Collected data:

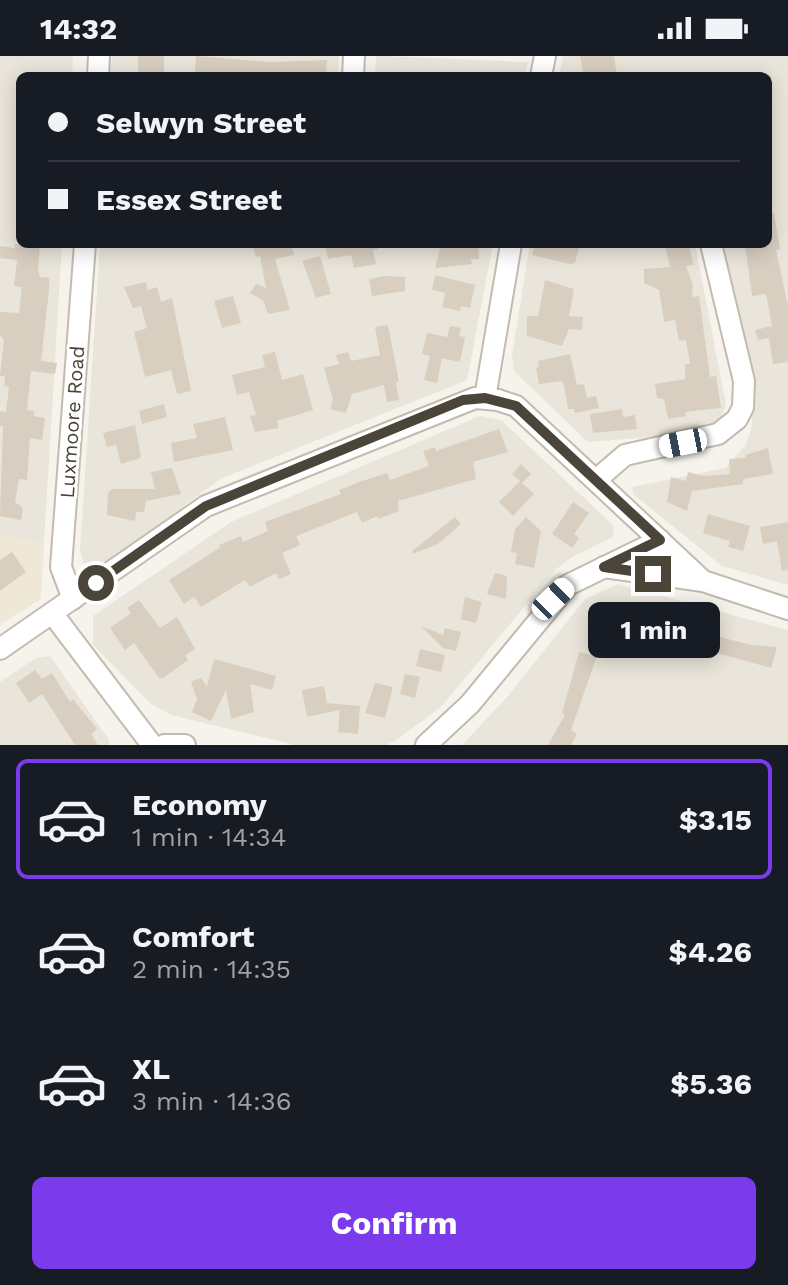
<!DOCTYPE html>
<html lang="en">
<head>
<meta charset="utf-8">
<style>
	body { margin:0; font-family:"Work Sans",sans-serif; background:#20242c; color:#f1f3f6; height:100vh; display:flex; flex-direction:column; font-size:30px; white-space:nowrap }
	* { box-sizing:border-box; margin:0 }
	p { font-size:26px; color:#9ea1a6 }
	.icon { flex:none; width:44px; height:44px; fill:none; stroke:currentColor; stroke-width:2; stroke-linecap:round; stroke-linejoin:round }
	.map { position:relative; height:689px; overflow:hidden }
	.drawer { display:flex; flex-direction:column; background:#171b24; flex:1 }
	.drawer>* { flex:none }
	.top-card { position:absolute; left:16px; top:16px; width:756px; height:176px; border-radius:12px; box-shadow:0 4px 20px #0003; display:grid; align-content:center; height:176px; padding:0 32px; background:#171b24 }
	.end { position:absolute; width:36px; height:36px; margin:-18px; border:10px solid #4b4439; background:#fff; box-shadow:0 0 0 4px #fff }
	.from { border-radius:50% }
	.bubble { position:absolute; height:56px; border-radius:12px; background:#171b24; box-shadow:0 4px 20px #0003; font-size:26px; font-weight:700; line-height:56px; text-align:center }
	.car { position:absolute; width:24px; height:48px; margin:-24px -12px; border-radius:10px; box-shadow:0 0 6px 2px #0007; background:linear-gradient(#fff 24%,#345 0 40%,#fff 0 76%,#345 0 86%,#fff 0) }
	.top-card b { display:flex; align-items:center; gap:28px; height:76px; font-size:30px }
	.top-card b+b { border-top:2px solid #363941 }
	.top-card i { width:20px; height:20px; background:#f1f3f6 }
	ul { padding:14px 0 0; list-style:none }
	li { display:flex; align-items:center; gap:24px; height:120px; margin:0 16px 12px; padding:0 16px; border:4px solid transparent; border-radius:12px }
	li div { flex:1 }
	li b { display:block; font-size:30px }
	li em { font-style:normal; font-weight:700 }
	li.selected { border-color:#7c3aed }
	li>.icon { width:72px; height:72px; stroke-width:1.5 }
	.button { display:flex; gap:16px; margin-top:auto; padding:16px 32px }
	.button a { flex:1; height:92px; border-radius:12px; background:#7c3aed; color:#fff; font-size:32px; font-weight:700; line-height:92px; text-align:center }
	.status { display:flex; justify-content:space-between; align-items:center; height:56px; padding:0 40px; background:#171b24; direction:ltr }
	.status svg { height:22px; fill:currentColor }
	.map>svg:first-child { display:block }
	.residential { fill:#eae5da }
	.education { fill:#efe8d6 }
	.building { fill:#d8cfc1 }
	.lines { fill:none; stroke-linecap:round; stroke-linejoin:round }
	.minor-casing { stroke:#c2bbae; stroke-width:24 }
	.minor { stroke:#fff; stroke-width:20 }
	.route { stroke:#4b4439; stroke-width:10 }
	.labels { text-anchor:middle; stroke-width:6; stroke-linejoin:round; paint-order:stroke }
	.street-label { font-size:20px; fill:#4b4439; stroke:#fff }
</style>
</head>
<body>
<div class="status"><b>14:32</b><svg viewBox="0 0 49 12"><path d="M0 12V9h3v3zM5 12V6h3v6zM10 12V3h3v9zM15 12V0h3v12zM26 1h20v11H26zM47 4h2v5h-2z"/></svg></div>
<div class="map">
<svg width="788" height="689" viewBox="0 0 788 689">
	<rect width="100%" height="100%" fill="#f6f3ec"/>
	<g class="residential">
		<path d="M0,0h73l-1,20h-52v168h42l-18,299 -44,-7z"/>
		<path d="M112,0h227l-1,20h-228z"/>
		<path d="M376,0h8l144,6 -3,14h-150z"/>
		<path d="M563,0h225v529l-66,-19 -89,-72 -1,-7 93,-19 20,-22 6,-16 3,-28 -32,-158h46v-168h-209z"/>
		<path d="M100,188h393l-26,136 -245,98 -120,88 -16,3 -6,-18z"/>
		<path d="M530,188h165l31,161 -12,27 -126,10 -74,-71 -2,-16z"/>
		<path d="M480,360l21,4 113,106 -1,11 -41,20 -17,13 -114,137 -46,34 -9,4h-91l-124,-30 -20,-11 -58,-59v-29l138,-94z"/>
		<path d="M618,528l170,46v115h-326l46,-49 77,-97z"/>
		<path d="M50,600l59,84v5h-109v-63l36,-24z"/>
	</g>
	<path class="education" d="M0,480l44,7 -3,56 -41,26z"/>
	<g class="building">
		<path d="M138,0h26v18l-26,2z"/>
		<path d="M196,0l74,6 57,-2 -1,16 -131,-3z"/>
		<path d="M580,0h34l3,20h-33z"/>
		<path d="M768,157h6l6,36 -4,1 12,56v56l-15,2 -4,-26 -11,2 -3,-10 17,-4 -6,-32 -14,2 -7,-52h23z"/>
		<path d="M15,188h25l-2,27 2,6 9,1v12l-8,71 16,2 -2,11 -24,-3 -4,39 7,1v5l11,2 -3,22 -12,-2 -3,42 -8,-1 -4,23 8,6 -2,12 -21,-4 3,-90h-3v-15l6,1 3,-25 -5,-1 1,-10h-5l4,-36 -4,-5v-23l19,1 3,-26 -8,-1 3,-26 -17,-2v-12l15,2z"/>
		<path d="M252,188h39l3,11 -19,4 15,51 -22,4 -5,-14 -13,-7 6,-9 10,4 -6,-32 -4,1z"/>
		<path d="M325,188h52l1,5 -5,1 3,14 -22,4 -3,-13 -23,4z"/>
		<path d="M441,188h37l1,15h-8l1,5 -37,4z"/>
		<path d="M535,188h45l-5,19 -5,1 -38,-9z"/>
		<path d="M665,188h23l6,21 -8,1 7,19 -1,12 7,-1 11,81 6,-1 5,32 -36,4 1,4 -18,3 -4,-20 -7,-1 -2,-14 30,-5v-15h5l-4,-24 -7,1 -4,-21 -11,2 -5,-32 -15,-7v-14l26,-2z"/>
		<path d="M320,200l11,38 -15,4 -14,-37z"/>
		<path d="M435,219l40,10 -5,23 -9,-2 -1,5 -18,-4 3,-14 -13,-3z"/>
		<path d="M384,220l21,1v14l-33,5 -3,-17z"/>
		<path d="M545,224l29,9 -5,27 14,1 -1,13 -13,-1 -7,17 -35,-10v-20h11z"/>
		<path d="M146,226l2,8 9,-3 4,15 11,-4 19,93 -14,3 -6,-24 -26,7 -11,-45 13,-4 -6,-22 -8,2 -9,-21z"/>
		<path d="M233,240l8,27 -19,5 -8,-27z"/>
		<path d="M388,269l11,57h-3l3,18 -12,2 -3,-17 -32,9 -6,19 -16,-4 3,-10 -9,-31 15,-4 -3,-9 12,-3 3,9 29,-6 -5,-28z"/>
		<path d="M450,270l11,2 -2,8 6,1 -5,25 -18,-4 -5,25 -13,-3 6,-24 -8,-2 5,-21 20,4z"/>
		<path d="M275,296l7,28 21,-6 10,36 -36,11 2,7 -24,4 -5,-16 6,-1 -7,-23 -12,3 -5,-20 33,-8 -3,-12z"/>
		<path d="M570,298l7,31 7,-1 3,14 9,-2 3,12 -24,5 -1,-4h-6l-5,-28 -24,3 -3,-16 3,-1 -1,-6z"/>
		<path d="M164,348l3,13 -25,7 -3,-13z"/>
		<path d="M622,353l1,8 12,-2 2,14 -44,4 -3,-19z"/>
		<path d="M225,361l8,33 -59,12 -3,-19 26,-5 -4,-14z"/>
		<path d="M135,369l6,33 -20,6 -5,-19 -9,2 -4,-14z"/>
		<path d="M499,373l9,23 -35,10 3,17 -78,22 1,10 -21,8 -1,-3 -15,7 -5,-11 -61,24 4,9 -18,8 9,21 -12,5 -3,-6 -26,14 -5,-7 -44,27 -7,-10 -10,7 -15,-24 52,-33 -2,-2 22,-9 2,6 25,-11 -3,-9 76,-28 -2,-4 20,-8 28,-9 3,7 39,-14 -6,-15 12,-4 1,4z"/>
		<path d="M768,392l5,26 -30,5v5l-51,7 -5,20 -20,-9 4,-25 15,4 2,-9 15,4 27,-2 -1,-15 17,-1 -1,-3z"/>
		<path d="M521,408l10,10 -9,9 12,11 -21,22 -14,-14 21,-21 -8,-7z"/>
		<path d="M172,412l9,26 -35,7 -2,11h-8l-1,9 -28,-6 1,-22 4,-4h43l-4,-17z"/>
		<path d="M573,446l16,11 -15,21 5,4 -7,10 -20,-14z"/>
		<path d="M708,458l42,12 -7,25 -15,-4 2,-6 -27,-8z"/>
		<path d="M455,461l6,7 -23,20 -25,10 -1,-3z"/>
		<path d="M526,461l15,14 -7,37 -19,-4 2,-11 -6,-1 4,-23z"/>
		<path d="M788,466v48l-6,1 -5,-30 -14,3 -3,-17z"/>
		<path d="M12,496l14,20 -26,19v-31z"/>
		<path d="M495,517l12,3 -1,23 -19,-5z"/>
		<path d="M465,541l17,5 -6,21 -15,-4z"/>
		<path d="M139,544l21,28 17,-11 18,32 -10,6 3,5 -25,18h-4l-25,-35 -9,7 -15,-22 21,-15 -4,-5z"/>
		<path d="M651,553l39,10 -2,8 17,6 46,12 26,2 -6,21 -127,-35z"/>
		<path d="M605,556l16,6 -7,22 -16,-4z"/>
		<path d="M421,570l22,9 2,-7 16,4 -5,19 -13,-3z"/>
		<path d="M420,593l25,6 -4,17 -25,-6z"/>
		<path d="M579,596l18,4 -26,74 6,4 -6,11h-23l17,-30 -3,-2z"/>
		<path d="M214,603l62,17 -4,14 -22,-6 4,28 -23,7 -5,-29 -15,31 -19,-9 5,-13 -6,-17 10,-4 6,8z"/>
		<path d="M35,614l7,9 10,-6 18,29 3,-3 24,30 -6,5 7,11h-23l-33,-51 -13,9 -13,-20z"/>
		<path d="M405,618l15,3 -5,21 -15,-4z"/>
		<path d="M375,627l18,4 -8,31 -20,-5z"/>
		<path d="M324,630l3,17 33,3 -2,28 -20,-2 2,-22 -33,7 -5,-27z"/>
	</g>
	<g class="lines">
		<defs>
			<g id="minor">
				<path d="M98,20l1,-20"/>
				<path d="M353,20l1,-20"/>
				<path d="M541,20l4,-20"/>
				<path d="M485,342l26,-154"/>
				<path d="M596,424l29,-25 93,-21 19,-15 6,-12 1,-26 -33,-137"/>
				<path d="M604,511l99,14"/>
				<path d="M73,543l-12,-32 24,-323"/>
				<path d="M52,557l100,132"/>
				<path d="M0,593l206,-143 269,-108 23,2 18,6 187,175 85,28"/>
				<path d="M164,689h21"/>
				<path d="M426,689l44,-41 98,-119 92,-45"/>
			</g>
		</defs>
		<use href="#minor" class="minor-casing"/>
		<use href="#minor" class="minor"/>
	</g>
	<g class="lines">
		<path class="route" d="M96,527l110,-77 257,-106 22,-2 31,8 144,134 -56,27 49,7"/>
	</g>
	<g class="labels">
		<g class="street-label">
			<text transform="translate(72 366) rotate(-86)" y="7">Luxmoore Road</text>
		</g>
	</g>
</svg>
<i class="end from" style="left:96px;top:527px"></i>
<i class="end" style="left:653px;top:518px"></i>
<div class="bubble" style="left:588px;top:546px;width:132px">1 min</div>
<i class="car" style="left:683px;top:387px;rotate:259deg"></i>
<i class="car" style="left:553px;top:543px;rotate:46deg"></i>
<div class="top-card">
<b><i class="from"></i>Selwyn Street</b>
<b><i></i>Essex Street</b>
</div>
</div>
<section class="drawer">
<ul>
<li class="selected"><svg class="icon" aria-label="car" viewBox="0 0 24 24"><path d="M5 17H2v-5l4-1 3-4h7l3 4 3 1v5h-3M9 17h6M6 11h13"/><circle cx="7" cy="17" r="2"/><circle cx="17" cy="17" r="2"/></svg><div><b>Economy</b><p>1 min · 14:34</p></div><em>$3.15</em></li>
<li><svg class="icon" aria-label="car" viewBox="0 0 24 24"><path d="M5 17H2v-5l4-1 3-4h7l3 4 3 1v5h-3M9 17h6M6 11h13"/><circle cx="7" cy="17" r="2"/><circle cx="17" cy="17" r="2"/></svg><div><b>Comfort</b><p>2 min · 14:35</p></div><em>$4.26</em></li>
<li><svg class="icon" aria-label="car" viewBox="0 0 24 24"><path d="M5 17H2v-5l4-1 3-4h7l3 4 3 1v5h-3M9 17h6M6 11h13"/><circle cx="7" cy="17" r="2"/><circle cx="17" cy="17" r="2"/></svg><div><b>XL</b><p>3 min · 14:36</p></div><em>$5.36</em></li>
</ul>
<div class="button"><a>Confirm</a></div>
</section>
</body>
</html>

◆ **Exercise details**: Return each full line of the entries that contains the word "viewBox".

◆ **Solution to this exercise**:
<div class="status"><b>14:32</b><svg viewBox="0 0 49 12"><path d="M0 12V9h3v3zM5 12V6h3v6zM10 12V3h3v9zM15 12V0h3v12zM26 1h20v11H26zM47 4h2v5h-2z"/></svg></div>
<svg width="788" height="689" viewBox="0 0 788 689">
<li class="selected"><svg class="icon" aria-label="car" viewBox="0 0 24 24"><path d="M5 17H2v-5l4-1 3-4h7l3 4 3 1v5h-3M9 17h6M6 11h13"/><circle cx="7" cy="17" r="2"/><circle cx="17" cy="17" r="2"/></svg><div><b>Economy</b><p>1 min · 14:34</p></div><em>$3.15</em></li>
<li><svg class="icon" aria-label="car" viewBox="0 0 24 24"><path d="M5 17H2v-5l4-1 3-4h7l3 4 3 1v5h-3M9 17h6M6 11h13"/><circle cx="7" cy="17" r="2"/><circle cx="17" cy="17" r="2"/></svg><div><b>Comfort</b><p>2 min · 14:35</p></div><em>$4.26</em></li>
<li><svg class="icon" aria-label="car" viewBox="0 0 24 24"><path d="M5 17H2v-5l4-1 3-4h7l3 4 3 1v5h-3M9 17h6M6 11h13"/><circle cx="7" cy="17" r="2"/><circle cx="17" cy="17" r="2"/></svg><div><b>XL</b><p>3 min · 14:36</p></div><em>$5.36</em></li>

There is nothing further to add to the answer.